Be it wages growth, retail turnover in dollar terms or the official consumer price inflation (CPI) figure released by the Australian Bureau of Statistics (ABS), there is a distinct lack of price pressures within the Australian economy at present.
After worrying about the inflation genie coming out of the bottle back in 2008, we’re now in the position where we’re trying to coax him out.
The Reserve Bank of Australia certainly is, cutting interest rates to a record-low level of 1.75% in May following an incredibly weak March quarter core CPI figure – 1.53% – the lowest in the survey’s history.
Well, it could sink substantially lower, leaving it below the downwardly revised inflation forecasts offered by the RBA in its May quarterly statement on monetary policy.
That’s the view offered by Annette Beacher, TD Securities chief Asia Pacific macro strategist, who suggests that the Melbourne Institute’s Australian inflation gauge released earlier this week points to the likelihood of a further deceleration in price pressures during the June quarter.
“More importantly for the RBA, the trimmed mean rose by +0.2%/mth, boosting the annual rate to a still-soft 1.2%/yr,” says Beacher.

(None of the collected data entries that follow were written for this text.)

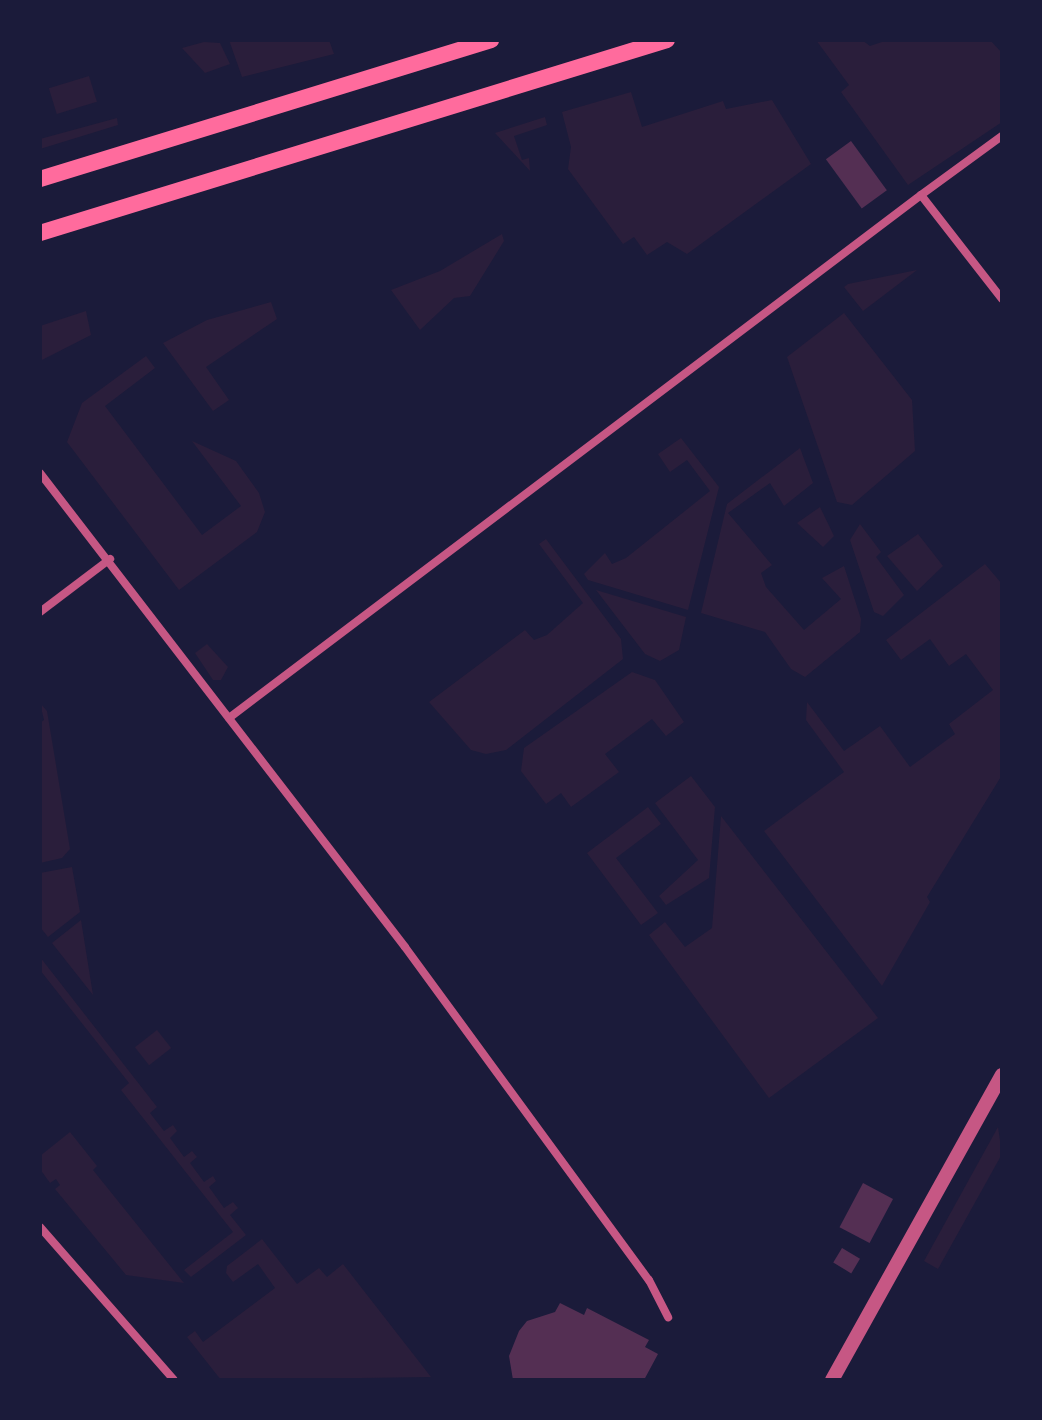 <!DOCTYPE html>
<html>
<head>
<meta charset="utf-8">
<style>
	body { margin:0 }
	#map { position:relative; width:1042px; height:1420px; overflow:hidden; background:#1b1b3a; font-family:"Roboto Condensed",sans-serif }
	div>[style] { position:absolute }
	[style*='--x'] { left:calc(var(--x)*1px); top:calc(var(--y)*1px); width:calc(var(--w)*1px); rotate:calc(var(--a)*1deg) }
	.green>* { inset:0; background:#2a1e3b; transform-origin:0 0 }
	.building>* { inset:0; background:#542f53; transform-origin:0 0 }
	.minor>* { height:8px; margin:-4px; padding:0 4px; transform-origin:4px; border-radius:4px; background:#c65784 }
	.tertiary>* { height:14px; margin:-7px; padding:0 7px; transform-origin:7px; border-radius:7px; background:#c65784 }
	.secondary>* { height:16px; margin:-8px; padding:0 8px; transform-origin:8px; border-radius:8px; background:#ff6b9d }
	span { translate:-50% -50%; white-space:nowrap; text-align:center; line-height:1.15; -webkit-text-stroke:6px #1b1b3a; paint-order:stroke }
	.frame { position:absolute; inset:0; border:42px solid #1b1b3a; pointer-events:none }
</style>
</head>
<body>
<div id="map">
	<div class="green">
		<i style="clip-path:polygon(229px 40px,329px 40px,334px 54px,242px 77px)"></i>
		<i style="clip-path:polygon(816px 40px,862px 40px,870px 46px,888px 40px,990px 40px,1002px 53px,1002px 122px,908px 185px,841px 92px,849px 85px)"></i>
		<i style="clip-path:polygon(204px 42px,220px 43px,230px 64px,205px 73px,182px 48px)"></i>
		<i style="left:89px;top:76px;width:27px;height:42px;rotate:73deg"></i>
		<i style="clip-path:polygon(631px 92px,642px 127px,723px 101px,726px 109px,772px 100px,811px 164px,687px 254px,667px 242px,647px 255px,634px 237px,623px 244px,568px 169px,571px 147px,562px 112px)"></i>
		<i style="clip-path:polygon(545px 117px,547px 125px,514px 136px,522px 160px,529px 158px,530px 171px,495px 133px)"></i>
		<i style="clip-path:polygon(117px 118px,118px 125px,40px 149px,40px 139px)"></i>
		<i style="clip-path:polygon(502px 234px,504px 241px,470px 296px,454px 298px,420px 330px,391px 290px,440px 271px)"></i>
		<i style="clip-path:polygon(917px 270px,863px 311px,844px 287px,848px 284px)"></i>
		<i style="clip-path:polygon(271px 302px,277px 319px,206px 367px,229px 400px,213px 411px,163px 343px,207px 320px)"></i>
		<i style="clip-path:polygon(86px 311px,91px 335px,40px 361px,40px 326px)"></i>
		<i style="clip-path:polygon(844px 313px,912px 400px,915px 451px,852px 505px,837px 502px,787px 357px)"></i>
		<i style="clip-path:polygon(146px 356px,155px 368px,105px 406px,202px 535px,241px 506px,192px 441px,236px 461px,259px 493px,265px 512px,257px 532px,179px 590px,67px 442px,82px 403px)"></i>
		<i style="clip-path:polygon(681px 438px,719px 487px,688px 610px,588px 580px,584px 574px,605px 553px,612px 564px,626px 558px,710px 491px,687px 460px,670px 472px,658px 454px)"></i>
		<i style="clip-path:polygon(800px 448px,813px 483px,784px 506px,770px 483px,728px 513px,772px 565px,761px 573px,766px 587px,804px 630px,841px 599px,822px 578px,844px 566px,861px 619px,860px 632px,805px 677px,791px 669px,765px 632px,701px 613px,727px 504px)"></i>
		<i style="clip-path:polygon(820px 507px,834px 536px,823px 547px,797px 523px)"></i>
		<i style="clip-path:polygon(860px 524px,881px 552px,876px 557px,904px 595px,883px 616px,874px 612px,850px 540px)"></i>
		<i style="clip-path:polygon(918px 534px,943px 566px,917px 591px,887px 556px)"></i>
		<i style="clip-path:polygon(546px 539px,621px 639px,623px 659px,506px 750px,486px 754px,471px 750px,429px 702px,525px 630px,534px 640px,547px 635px,583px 603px,539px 544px)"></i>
		<i style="clip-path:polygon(985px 564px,1002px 584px,1002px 775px,927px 897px,930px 902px,882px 986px,764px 831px,844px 772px,806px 720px,807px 702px,844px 751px,880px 726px,910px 767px,955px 734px,949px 724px,993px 690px,966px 654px,949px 666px,930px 639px,901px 660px,886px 640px)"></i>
		<i style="clip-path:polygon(596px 590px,686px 617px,679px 650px,660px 661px,645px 654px)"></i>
		<i style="clip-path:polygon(207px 644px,228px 667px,221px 680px,213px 680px,195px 653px)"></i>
		<i style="clip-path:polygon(632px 672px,655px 680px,684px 722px,666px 736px,652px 719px,605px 754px,619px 772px,571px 807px,561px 793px,546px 804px,521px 771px,524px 748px)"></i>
		<i style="clip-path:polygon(40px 703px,47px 711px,70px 849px,62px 858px,40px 863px,40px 723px,44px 720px)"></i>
		<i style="clip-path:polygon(691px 776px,715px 807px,709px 878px,666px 905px,659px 896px,698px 860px,655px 803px)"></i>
		<i style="clip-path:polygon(648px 807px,661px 824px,616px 858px,658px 913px,641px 925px,587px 853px)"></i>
		<i style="clip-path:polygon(721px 816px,878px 1018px,769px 1098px,649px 935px,665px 922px,685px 947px,712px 928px)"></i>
		<i style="clip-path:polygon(72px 867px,80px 912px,48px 937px,40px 927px,40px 873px)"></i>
		<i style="clip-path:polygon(81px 920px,93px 995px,52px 943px)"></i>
		<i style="clip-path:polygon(40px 957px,157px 1107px,150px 1113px,164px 1131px,173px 1125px,177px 1131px,170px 1138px,184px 1157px,192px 1151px,197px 1157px,190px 1163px,204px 1182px,213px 1176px,216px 1181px,209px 1187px,224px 1208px,233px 1202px,238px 1208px,230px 1215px,246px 1235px,191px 1277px,184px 1270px,233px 1232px,121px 1090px,129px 1083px,40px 970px)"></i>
		<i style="left:157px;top:1030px;width:23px;height:28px;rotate:52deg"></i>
		<i style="clip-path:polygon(998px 1127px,1002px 1154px,938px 1269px,924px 1261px)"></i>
		<i style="clip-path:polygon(70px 1132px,97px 1166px,93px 1170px,184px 1283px,126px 1275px,55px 1189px,60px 1185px,56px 1179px,50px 1183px,40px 1169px,40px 1156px)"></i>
		<i style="clip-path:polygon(262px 1239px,297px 1284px,319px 1268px,327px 1277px,343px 1264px,431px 1377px,221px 1380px,187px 1337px,195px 1331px,203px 1342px,275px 1288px,258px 1264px,233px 1282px,226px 1273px,227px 1266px)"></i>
	</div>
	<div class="building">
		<i style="left:851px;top:141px;width:61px;height:31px;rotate:54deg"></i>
		<i style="left:863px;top:1183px;width:34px;height:50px;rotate:28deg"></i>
		<i style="left:842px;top:1248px;width:21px;height:17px;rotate:31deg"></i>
		<i style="clip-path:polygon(560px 1303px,584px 1315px,587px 1308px,649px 1340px,645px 1347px,658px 1354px,644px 1380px,513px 1380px,509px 1356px,519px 1331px,527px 1321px,555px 1312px)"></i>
	</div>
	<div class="minor">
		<i style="--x:921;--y:195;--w:100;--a:-36.1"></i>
		<i style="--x:40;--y:473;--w:598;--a:52.4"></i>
		<i style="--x:405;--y:947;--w:413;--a:53.8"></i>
		<i style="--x:649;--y:1280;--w:42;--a:62.8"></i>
		<i style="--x:40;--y:612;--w:88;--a:-37.1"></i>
		<i style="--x:229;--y:718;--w:867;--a:-37.08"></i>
		<i style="--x:921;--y:195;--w:132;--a:52.1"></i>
		<i style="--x:40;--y:1227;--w:203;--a:48.8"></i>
	</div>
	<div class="tertiary">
		<i style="--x:832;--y:1380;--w:349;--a:-60.9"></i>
	</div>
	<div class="secondary">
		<i style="--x:40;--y:179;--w:472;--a:-17.1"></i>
		<i style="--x:40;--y:233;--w:656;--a:-17.11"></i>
	</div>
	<div class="frame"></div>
</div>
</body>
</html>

It is this figure, rather than the headline index, which surged most since December 2013, and markets should be focusing on, she says, pointing to its relationship with the trimmed mean core inflation figure released by the ABS.
“While there isn’t a ‘perfect’ historical relationship between the monthly and the more comprehensive official quarterly inflation report we see these low outcomes signalling that inflation could again print below the RBA’s revised 1.5%/yr projection for mid-year underlying inflation,” says Beacher.
“We expect the official Q2 trimmed measure to sink from 1.69%/yr to 1.26%/yr, and combined with the weighted median measure, our overall ‘underlying’ inflation forecast sinks from 1.53%/yr to 1.25%/yr.”
Yes, just 1.25% year-on-year. Wowsers. There’s low and then there’s LOW.
As Beacher points out, that forecast, should it prove to be correct, would leave core inflation 0.25% below the low-point in the RBA’s own forecasts.
It would also mark a fresh record-low for the core inflation figure.
“A print this low brings the RBA into play for the August meeting,” she says. “Despite no explicit easing bias today we maintain our call for an August RBA cut to 1.5%.”
“In our view, this is a clear trigger for a cut to 1.5% in August, as real interest rates jump,” she adds.
Plenty seem to agree with that view. Of the 25 economists polled by Bloomberg prior to the RBA’s July monetary policy statement being released, 24 were calling for a further 0.25% rate cut in August.
Cash rate futures are more nuanced, attaching a 56% probability that a rate cut will be delivered.